Crocs is a consumer favorite
In 2021, Crocs posted sales of $2.3 billion, up 67% year over year. And this was on top of double-digit gains in the previous two years. The strong momentum hasn't faded just yet as sales jumped just over 50% in the latest quarter (ended June 30). While Crocs has gone in and out of favor with consumers throughout its history, the business has been booming in the past few years.
Credit goes to the company's powerful brand. According to Piper Sandler's fall 2022 Taking Stock With Teens survey, Crocs was the fifth most preferred footwear brand among the Gen-Z demographic, up from the sixth spot earlier this year. And HeyDude, another casual footwear maker Crocs acquired for $2.5 billion earlier this year, was number seven on that list. This clearly bodes well for how well the brand resonates with consumers, particularly younger ones.
And this is evident when looking at the company's gross margin, which measures the amount of money a business keeps on a per-unit basis from selling a product after costs for things like supplies, transportation, and manufacturing are taken into account. In the most recent quarter, Crocs' gross margin of 51.6% was higher than at footwear juggernauts like Nike and Under Armour. This also demonstrates the pricing power that Crocs has.
Crocs is pushing for more growth
Acquiring HeyDude should help Crocs diversify its product offering and drive even more growth over the long term. Most of Crocs' footwear sales are still represented by one item, the popular foam clog. This has certainly brought the business great success, but making moves to introduce new products under the Crocs umbrella could also bear fruit. HeyDude is forecast to bring in $870 million (at the midpoint) in sales in 2022, about one-third of the revenue the Crocs brand expects to bring in.
The acquisition is already working out extremely well. Management expects the HeyDude brand to reach $1 billion in annual sales by 2026. And by then, the leadership team expects total company sales to come in at over $7 billion, as both the Crocs and HeyDude brands register impressive gains over the next few years. Key actions like boosting digital sales, expanding in Asia, and executing innovative marketing campaigns should support this goal.

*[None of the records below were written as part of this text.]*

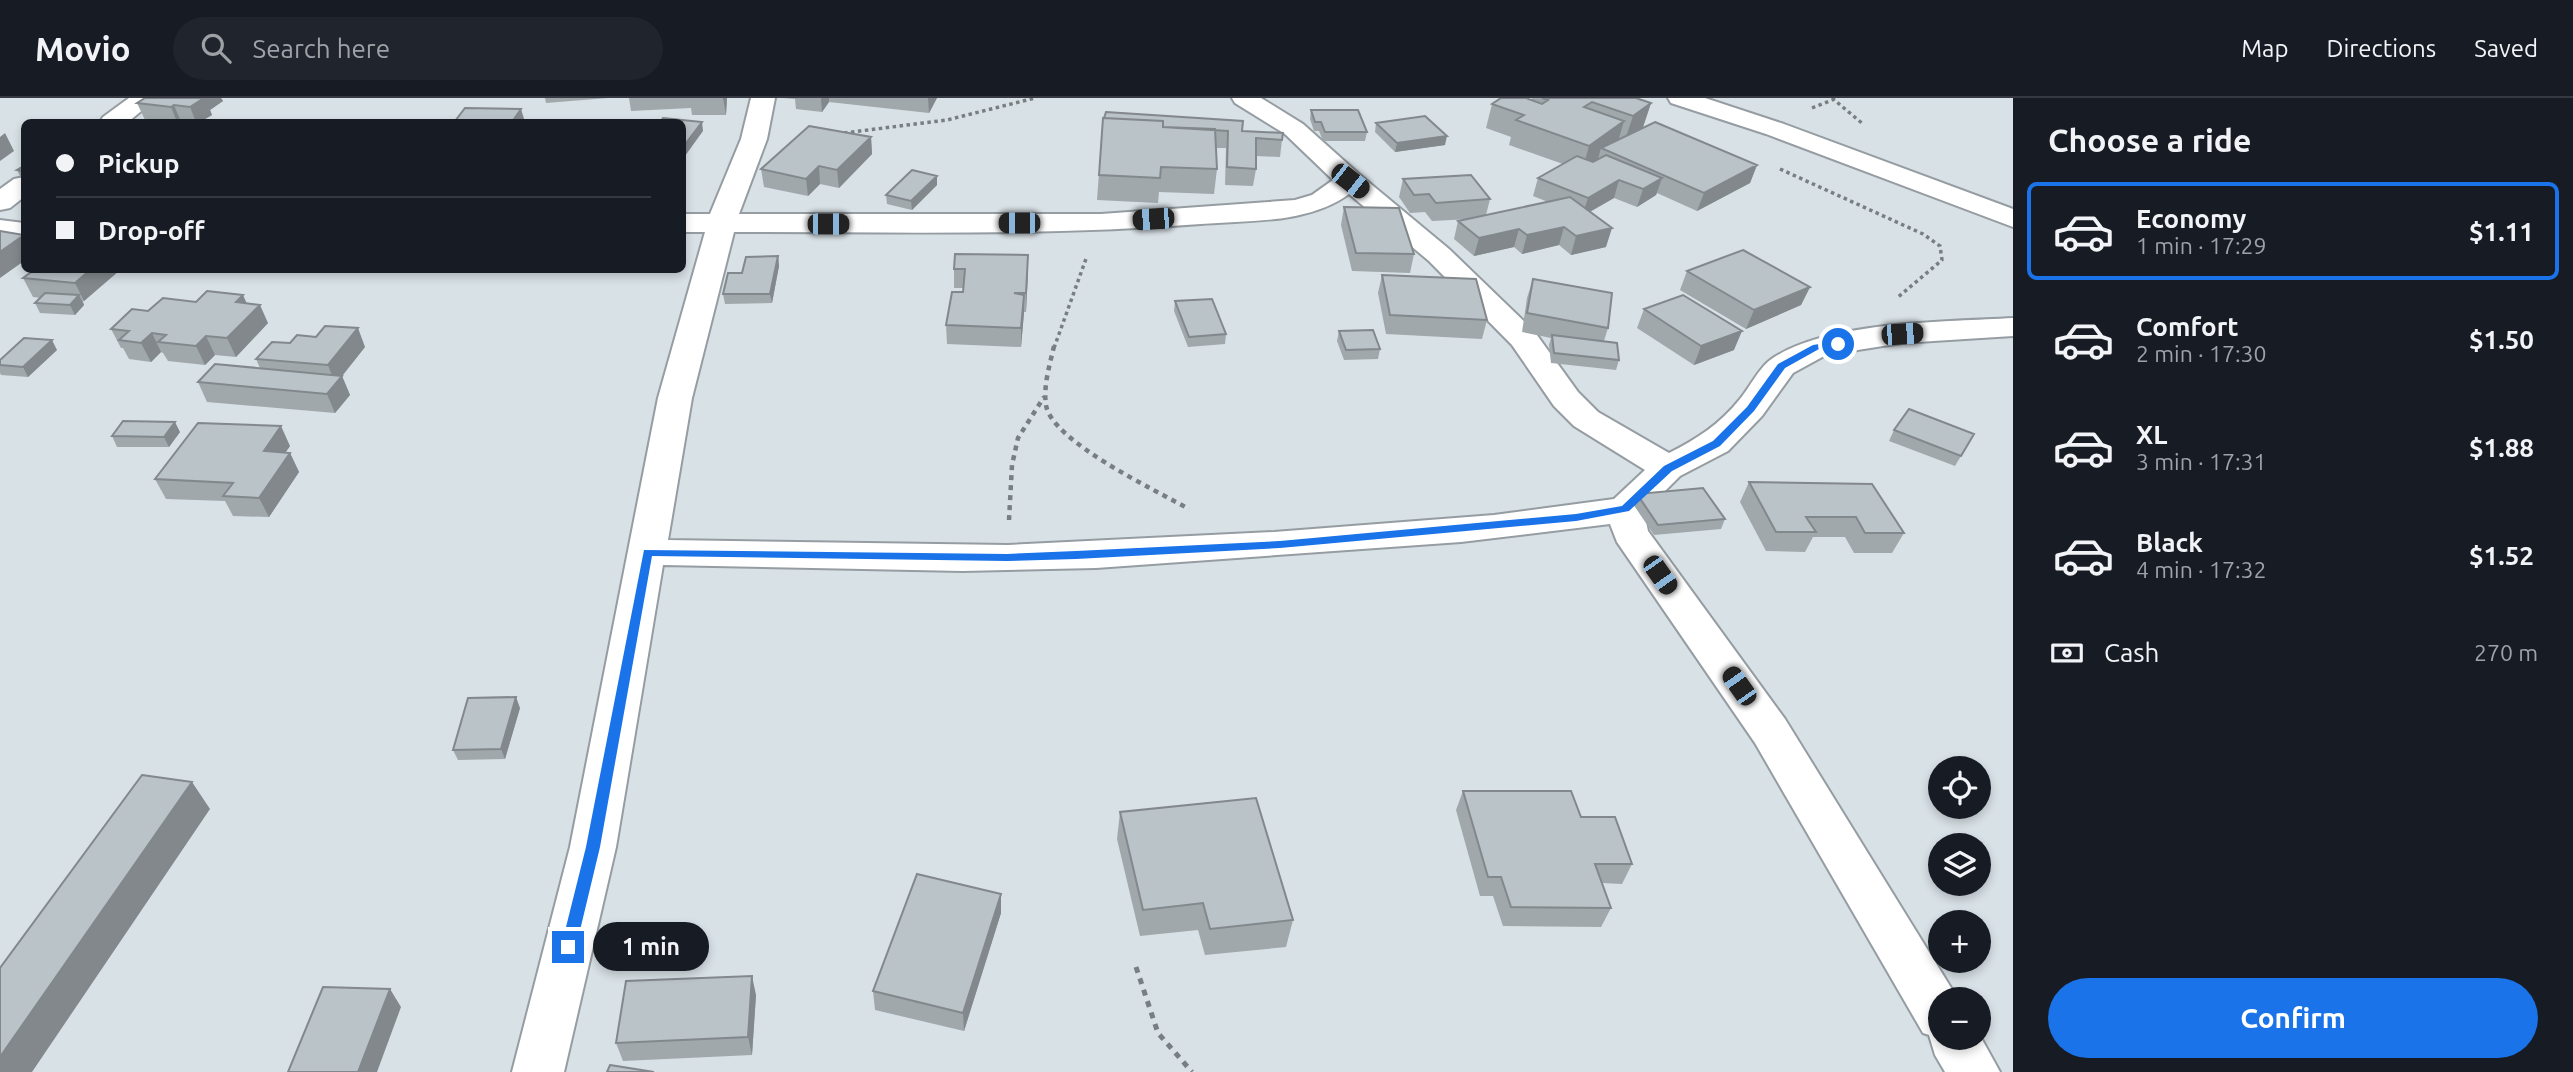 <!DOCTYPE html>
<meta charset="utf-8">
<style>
:root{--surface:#171b24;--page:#20242c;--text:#f1f3f6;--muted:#9ea1a6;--line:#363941;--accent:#1a73e8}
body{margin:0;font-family:Ubuntu,sans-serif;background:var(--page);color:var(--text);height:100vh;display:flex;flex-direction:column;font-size:26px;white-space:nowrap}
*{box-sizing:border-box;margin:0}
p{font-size:23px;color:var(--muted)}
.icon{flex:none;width:38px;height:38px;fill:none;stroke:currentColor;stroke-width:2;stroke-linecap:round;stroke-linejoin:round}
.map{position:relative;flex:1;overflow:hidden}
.sheet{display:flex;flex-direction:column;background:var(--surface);width:560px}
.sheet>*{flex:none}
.top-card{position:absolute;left:21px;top:21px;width:665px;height:154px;border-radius:10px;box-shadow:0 4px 10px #0003;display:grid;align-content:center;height:154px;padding:0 35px;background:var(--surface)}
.fabs{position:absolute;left:1928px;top:658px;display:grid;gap:14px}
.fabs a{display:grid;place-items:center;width:63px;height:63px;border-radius:50%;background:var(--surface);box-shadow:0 4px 10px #0003;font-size:35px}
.end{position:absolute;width:32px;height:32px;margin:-16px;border:9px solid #1a73e8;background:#fff;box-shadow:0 0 0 4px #fff}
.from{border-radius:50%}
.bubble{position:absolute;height:49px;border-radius:24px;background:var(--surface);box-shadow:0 4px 10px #0003;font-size:23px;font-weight:700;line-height:49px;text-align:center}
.car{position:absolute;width:21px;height:42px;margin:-21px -10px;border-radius:9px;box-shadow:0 0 5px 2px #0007;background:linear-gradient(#222 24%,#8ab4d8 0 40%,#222 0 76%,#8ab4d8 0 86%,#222 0)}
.top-card b{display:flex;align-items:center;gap:24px;height:66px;font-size:26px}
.top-card b+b{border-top:2px solid var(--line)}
.top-card i{width:18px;height:18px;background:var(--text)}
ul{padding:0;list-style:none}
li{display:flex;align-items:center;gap:21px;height:98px;margin:0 14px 10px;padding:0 21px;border:4px solid transparent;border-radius:10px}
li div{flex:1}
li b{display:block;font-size:26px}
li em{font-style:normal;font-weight:700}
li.active{border-color:var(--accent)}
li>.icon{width:63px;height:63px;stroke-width:1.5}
h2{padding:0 35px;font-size:32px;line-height:84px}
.pay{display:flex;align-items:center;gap:18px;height:77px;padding:0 35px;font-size:26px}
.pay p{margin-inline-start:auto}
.button{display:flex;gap:14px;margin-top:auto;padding:14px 35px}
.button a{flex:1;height:80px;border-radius:42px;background:var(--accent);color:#fff;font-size:28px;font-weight:700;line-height:80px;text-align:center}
header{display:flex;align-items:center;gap:42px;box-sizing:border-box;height:98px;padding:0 35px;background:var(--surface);border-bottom:2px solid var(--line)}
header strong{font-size:33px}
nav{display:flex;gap:38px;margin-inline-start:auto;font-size:24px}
.search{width:490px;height:63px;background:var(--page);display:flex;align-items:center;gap:18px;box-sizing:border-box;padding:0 24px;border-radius:38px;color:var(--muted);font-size:26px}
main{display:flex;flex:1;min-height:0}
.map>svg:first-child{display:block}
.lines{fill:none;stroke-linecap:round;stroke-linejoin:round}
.minor-casing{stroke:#959da2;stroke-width:4}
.secondary-casing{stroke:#959da2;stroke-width:4}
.path-far2{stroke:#787f82;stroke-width:3.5;stroke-dasharray:3.5 3.5;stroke-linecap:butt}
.path-far1{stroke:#787f82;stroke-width:4.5;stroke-dasharray:5 5;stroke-linecap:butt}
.path{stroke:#787f82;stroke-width:5;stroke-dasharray:6 6;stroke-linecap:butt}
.minor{fill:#fff;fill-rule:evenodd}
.secondary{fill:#fff;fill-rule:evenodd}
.wall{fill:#a0a8ac}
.shaded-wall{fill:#82888c}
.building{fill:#bac3c8;stroke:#82888c;stroke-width:2}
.route{fill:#1a73e8}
</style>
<header>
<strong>Movio</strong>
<div class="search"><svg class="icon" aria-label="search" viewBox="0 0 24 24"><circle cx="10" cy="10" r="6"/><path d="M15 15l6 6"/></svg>Search here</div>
<nav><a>Map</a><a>Directions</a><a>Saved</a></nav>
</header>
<main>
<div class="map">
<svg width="2013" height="974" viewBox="0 0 2013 974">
<rect width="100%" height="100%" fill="#d8e1e6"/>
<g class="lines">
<defs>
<path id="minor" d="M129 0H157L128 24H100L103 19Z
M751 0H775L767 41 739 116H1101L1295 102 1312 97 1333 82 1285 36 1235 5 1232 0H1261L1303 26 1360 77 1449 151 1534 233 1578 294 1598 314 1669 355C1697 341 1720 326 1740 301 1750 289 1760 268 1773 260 1830 223 1945 224 2013 220V238L1902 245 1826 257 1793 275 1762 318 1728 353 1680 378 1644 414 1648 433 1785 621 1958 901H1941V940H1979V936L2000 974H1945L1935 957 1929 937 1923 935 1755 645 1617 444 1610 426 1461 444 1096 470 963 473 663 467 616 749 564 974H512L570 749 658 300 705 134H682V116H710L741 41ZM1349 96 1429 163 1512 247 1554 308 1574 328 1645 372 1614 401 1494 417 1274 434 1008 447 668 442 692 300 734 134C889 134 1045 138 1201 126 1250 122 1308 126 1349 96Z
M24 79V99L10 110 0 112V91L14 81Z
M0 122 24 125V141L0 140Z"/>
<path id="secondary" d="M1668 0H1705L1784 26 2013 111V129L1766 36 1671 5Z"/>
</defs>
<use href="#minor" class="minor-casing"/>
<use href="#secondary" class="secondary-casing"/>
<path class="path-far2" d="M1832 0 1863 26
M1812 10 1837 0
M844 35 947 22 1035 0
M1780 71 1923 136 1940 148 1942 162 1897 200
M1054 250 1087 158"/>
<path class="path-far1" d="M1054 248C1050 266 1043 288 1046 307 1051 343 1157 393 1189 411
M1009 422 1012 367 1018 340 1044 299"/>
<path class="path" d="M1136 869 1158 935 1192 974"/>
<use href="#minor" class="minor"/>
<use href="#secondary" class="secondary"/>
</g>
<path class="wall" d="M145 0H221L223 3 210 12 212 17 200 24H164L145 22 137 5Z
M545 0H608L546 5Z
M629 0H727L726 17H692L691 10 631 13Z
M783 0H937L929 15 829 4 822 14 796 11 795 1Z
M1532 0H1636L1651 5 1643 29 1636 33 1757 67 1750 85 1697 113 1657 95 1656 97 1637 109 1614 100 1590 114 1606 149 1571 157 1559 147 1522 156 1514 149 1474 158 1454 141 1458 123 1470 121 1432 123 1425 114 1410 115 1399 99 1403 81 1490 101 1486 117 1548 104 1533 98 1538 80 1563 66 1509 47 1511 39 1486 30 1492 6 1531 2Z
M1311 12 1367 34 1365 43H1323L1319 33H1314L1310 21Z
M1103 20 1242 33 1282 42 1280 59 1256 58V71L1253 88 1225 87 1226 50H1216L1217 71 1214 96 1159 94 1158 105 1097 102Z
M1376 25 1445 47 1395 54 1375 34Z
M871 39 872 56 839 90 820 86 808 98 764 89 761 71Z
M24 68V86L17 72Z
M937 87 912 112 887 106 886 97Z
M1344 109 1414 156 1410 175 1352 173 1341 127Z
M1028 157 1026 214H1024L1021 249 947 246 946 227 963 194 964 190H954V171Z
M778 158 779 168 772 205 725 206 723 196 742 175Z
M120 172 84 203H83L84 207 75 217 40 215 35 205 41 200 33 199 23 180Z
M1687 173 1810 189 1801 207 1746 231 1680 192Z
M1382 177 1487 222 1482 241 1386 236 1378 195Z
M1533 181 1608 230 1604 243 1619 262 1616 272 1551 265 1549 247 1551 240 1522 234 1527 200Z
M1175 203 1226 236 1225 246 1188 249 1174 213Z
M196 204 247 205 268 225 236 259 215 257 205 267 168 263 163 255 161 254 151 264 129 261 123 250H121L111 231 148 213Z
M1644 211 1734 252 1694 267 1637 230Z
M1339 233 1380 251 1378 261 1344 262 1337 243Z
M365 249 342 278 350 297 335 315 207 304 198 284 260 270 256 261Z
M57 252 28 279 1 277 0 275V262Z
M1894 332 1974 336 1955 368 1889 343Z
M180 334 169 349H117L112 338Z
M290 348 285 354 290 355 299 374 269 419 233 418 225 403 166 401 155 381Z
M1749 384 1904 435 1892 455H1854L1845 439H1813L1805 454 1766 453 1740 404Z
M1637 396 1725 421 1721 431 1654 437 1633 406Z
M520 610 505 661 458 662 453 652Z
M1463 693 1581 719 1632 766 1622 786 1602 785 1611 810 1601 829 1503 828 1493 798H1480L1456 712Z
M1120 714 1293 822 1286 849 1205 857 1198 832 1140 838 1117 741Z
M1001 796V815L964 933 875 912 873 893Z
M756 897 752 957 623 963 616 945Z"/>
<path class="shaded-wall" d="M198 0H221L223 3 210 12 212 17 200 24H196L190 9Z
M723 0H727L726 17Z
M821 0H829V4L822 14Z
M928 0H937L929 15Z
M1651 5 1643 29 1625 42 1633 18Z
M174 7 181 24H177L171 9Z
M521 11 525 24H512Z
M1624 23 1617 47 1601 50 1598 61 1582 73 1589 48Z
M702 24 703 33 685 58 683 49Z
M5 35 14 53 0 63V39Z
M1447 38 1445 47 1395 54 1397 45Z
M871 39 872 56 839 90 837 72Z
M1757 67 1750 85 1697 113 1704 95Z
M819 68 820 86 808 98 806 81Z
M937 78V87L912 112 911 103Z
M1662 80 1656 97 1637 109 1643 91Z
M1619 82 1614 100 1582 118 1588 100Z
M1564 129 1559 147 1522 156 1527 137Z
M1612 130 1606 149 1571 157 1576 138Z
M1519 131 1514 149 1474 158 1479 140Z
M24 137V163L0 180V154Z
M1028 157V175L1026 214V195Z
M778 158 779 168 772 205 770 196Z
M90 172H120L84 203 75 185Z
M1810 189 1801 207 1746 231 1754 212Z
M79 197 84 207 75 217 70 207Z
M243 197 251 215 260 207 268 225 236 259 227 240 236 204Z
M1024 197V215L1021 249V230Z
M358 230 365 249 342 278 350 297 335 315 327 296 335 286 328 267Z
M1742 233 1734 252 1694 267 1701 248Z
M152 235 161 254 151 264 141 245Z
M206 238 215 257 205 267 196 248Z
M52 242 57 252 28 279 23 269Z
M175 324 180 334 169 349 164 339Z
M281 328 290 348 273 373 264 353Z
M290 355 299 374 269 419 259 400Z
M516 599 520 610 505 661 501 651Z
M192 684 210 711 32 974H0V959Z
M1001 796V815L964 933 963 915Z
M752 878 756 897 752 957 748 939Z
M390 891 401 909 377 974H358Z"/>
<path class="building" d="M145 0H204L190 9 174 7 171 9 137 5Z
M1501 0H1526L1542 6 1548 2 1542 0H1636L1651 5 1633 18 1592 4 1584 9 1624 23 1589 48 1516 22 1524 17 1492 6Z
M465 10 521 11 512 24H429L431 22 455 23Z
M1311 12H1358L1367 34H1325L1321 24H1315Z
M1106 14 1243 23 1242 33 1283 35 1282 42 1256 40V71L1227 69 1228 33 1163 29V23L1104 20Z
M1425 18 1447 38 1397 45 1376 25Z
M663 20 702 24 683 49 682 24H660Z
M1103 20 1163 23V29L1215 31 1217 71 1161 69 1160 80 1099 77Z
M1655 24 1757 67 1704 95 1601 50Z
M809 28 871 39 837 72 819 68 806 81 761 71Z
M1606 57 1662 80 1643 91 1619 82 1588 100 1538 80 1577 58 1593 64Z
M24 68V73L17 72Z
M912 72 937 78 911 103 886 97Z
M1471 77 1490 101 1436 105 1429 96 1414 97 1403 81Z
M1570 99 1612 130 1576 138 1564 129 1527 137 1519 131 1479 140 1458 123Z
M1344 109 1399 110 1414 156 1356 155Z
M0 133 24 137 0 154Z
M1743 152 1810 189 1754 212 1687 173Z
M955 156 1028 157 1026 195H1014L1024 197 1021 230 946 227 952 194H963L965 171H954Z
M778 158 770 196H723L728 175H742L746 159Z
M34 172H90L75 185 23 180Z
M1382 177 1476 181 1487 222 1390 217Z
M1533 181 1612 195 1608 230 1527 215Z
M207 193 243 197 236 204 260 207 227 240 206 238 196 248 158 244 166 237 152 235 141 245 119 242 129 233 111 231 132 211 148 213 163 200 196 204Z
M45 195 79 197 70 207 35 205Z
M1683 197 1742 233 1701 248 1644 211Z
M1212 201 1226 236 1189 239 1175 203Z
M325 228 358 230 328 267 256 261 272 244 290 245 297 237 316 239Z
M1373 232 1380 251 1346 252 1339 233Z
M1552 237 1617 245 1619 262 1554 255Z
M24 240 52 242 23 269 0 267V262Z
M215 266 342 278 327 296 198 284Z
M1909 311 1974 336 1961 358 1894 332Z
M123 323 175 324 164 339 112 338Z
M198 325 281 328 264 353 290 355 259 400 223 398 233 385 155 381Z
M1749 384 1872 386 1904 435H1865L1856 419H1806L1816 434H1776Z
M1703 390 1725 421 1658 427 1637 396Z
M516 599 501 651 453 652 468 600Z
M142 677 192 684 0 959V870Z
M1463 693H1571L1581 719H1615L1632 766H1595L1611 810 1511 809 1501 779H1488Z
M1256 700 1293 822 1210 831 1203 805 1143 812 1120 714Z
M917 776 1001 796 963 915 873 893Z
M752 878 748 939 616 945 626 883Z
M323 889 390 891 358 974H288Z
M610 967 654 974H607Z"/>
<path class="route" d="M1838 243 1843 246 1841 248 1819 251 1785 270 1754 313 1720 348 1672 373 1629 413 1576 423 1280 450 1076 461 1007 463 652 458 600 749 576 849 573 853H563L561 849 586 749 644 452 1007 456 1076 453 1280 443 1576 416 1622 408 1664 368 1713 343 1747 309 1778 266 1813 247Z"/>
</svg>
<div class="fabs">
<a><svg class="icon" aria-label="locate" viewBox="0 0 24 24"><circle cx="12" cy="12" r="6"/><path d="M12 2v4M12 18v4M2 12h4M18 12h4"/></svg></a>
<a><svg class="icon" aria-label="layers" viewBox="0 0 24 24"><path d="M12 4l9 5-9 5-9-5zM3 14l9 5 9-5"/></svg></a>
<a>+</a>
<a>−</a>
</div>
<i class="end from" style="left:1838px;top:246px"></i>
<i class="end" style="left:568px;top:849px"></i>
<div class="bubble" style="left:593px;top:824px;width:116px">1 min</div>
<i class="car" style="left:1350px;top:83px;rotate:128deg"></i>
<i class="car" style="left:1153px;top:121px;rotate:266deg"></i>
<i class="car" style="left:1019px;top:125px;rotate:270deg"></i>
<i class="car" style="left:828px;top:126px;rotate:90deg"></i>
<i class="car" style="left:1902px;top:236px;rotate:86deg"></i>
<i class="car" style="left:1660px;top:477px;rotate:145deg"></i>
<i class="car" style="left:1739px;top:588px;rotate:325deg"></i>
<div class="top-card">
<b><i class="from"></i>Pickup</b>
<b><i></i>Drop-off</b>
</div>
</div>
<section class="sheet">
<h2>Choose a ride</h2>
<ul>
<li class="active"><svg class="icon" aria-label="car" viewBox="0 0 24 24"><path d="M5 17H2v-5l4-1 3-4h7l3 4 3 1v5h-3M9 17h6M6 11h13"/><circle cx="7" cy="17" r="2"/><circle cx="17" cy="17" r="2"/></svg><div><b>Economy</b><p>1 min · 17:29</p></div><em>$1.11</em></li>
<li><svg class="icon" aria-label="car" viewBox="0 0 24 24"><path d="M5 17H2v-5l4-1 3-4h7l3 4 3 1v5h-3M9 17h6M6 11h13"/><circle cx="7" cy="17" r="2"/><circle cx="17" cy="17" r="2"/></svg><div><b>Comfort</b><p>2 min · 17:30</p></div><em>$1.50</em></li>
<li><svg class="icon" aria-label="car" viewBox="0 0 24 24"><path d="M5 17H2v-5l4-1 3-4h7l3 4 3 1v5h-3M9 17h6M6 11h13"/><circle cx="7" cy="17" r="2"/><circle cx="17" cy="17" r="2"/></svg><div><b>XL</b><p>3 min · 17:31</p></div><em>$1.88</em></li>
<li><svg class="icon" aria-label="car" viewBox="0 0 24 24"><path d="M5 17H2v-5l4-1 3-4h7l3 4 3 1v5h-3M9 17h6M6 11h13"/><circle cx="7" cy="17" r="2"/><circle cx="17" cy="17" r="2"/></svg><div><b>Black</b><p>4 min · 17:32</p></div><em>$1.52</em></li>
</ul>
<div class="pay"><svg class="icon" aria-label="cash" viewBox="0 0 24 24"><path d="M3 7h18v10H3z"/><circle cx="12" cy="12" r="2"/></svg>Cash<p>270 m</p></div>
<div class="button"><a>Confirm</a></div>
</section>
</main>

Crocs' valuation is attractive
Despite its outstanding growth in recent years, Crocs is currently priced like a value stock. Shares are down 42% this year, trading now at a price-to-earnings ratio of 8.5. This is substantially lower than the trailing three-year average multiple of 15.
The valuation that the market currently places on Crocs right seems like a huge disconnect. Crocs is an extremely profitable enterprise, posting an operating margin of 25.7% in Q2 2022, which has expanded significantly over the years. What's more, the business generates lots of free cash flow, to the tune of $511 million in 2021. These favorable economics are largely because capital expenditures are so low in any single year, usually 3% of revenue.
Crocs is certainly an investment that fits squarely in the category of growth stocks. However, its low valuation provides investors with even more upside. There's no reason for Crocs to remain this cheap over the long term. As a result, this booming footwear brand deserves a place in your portfolio.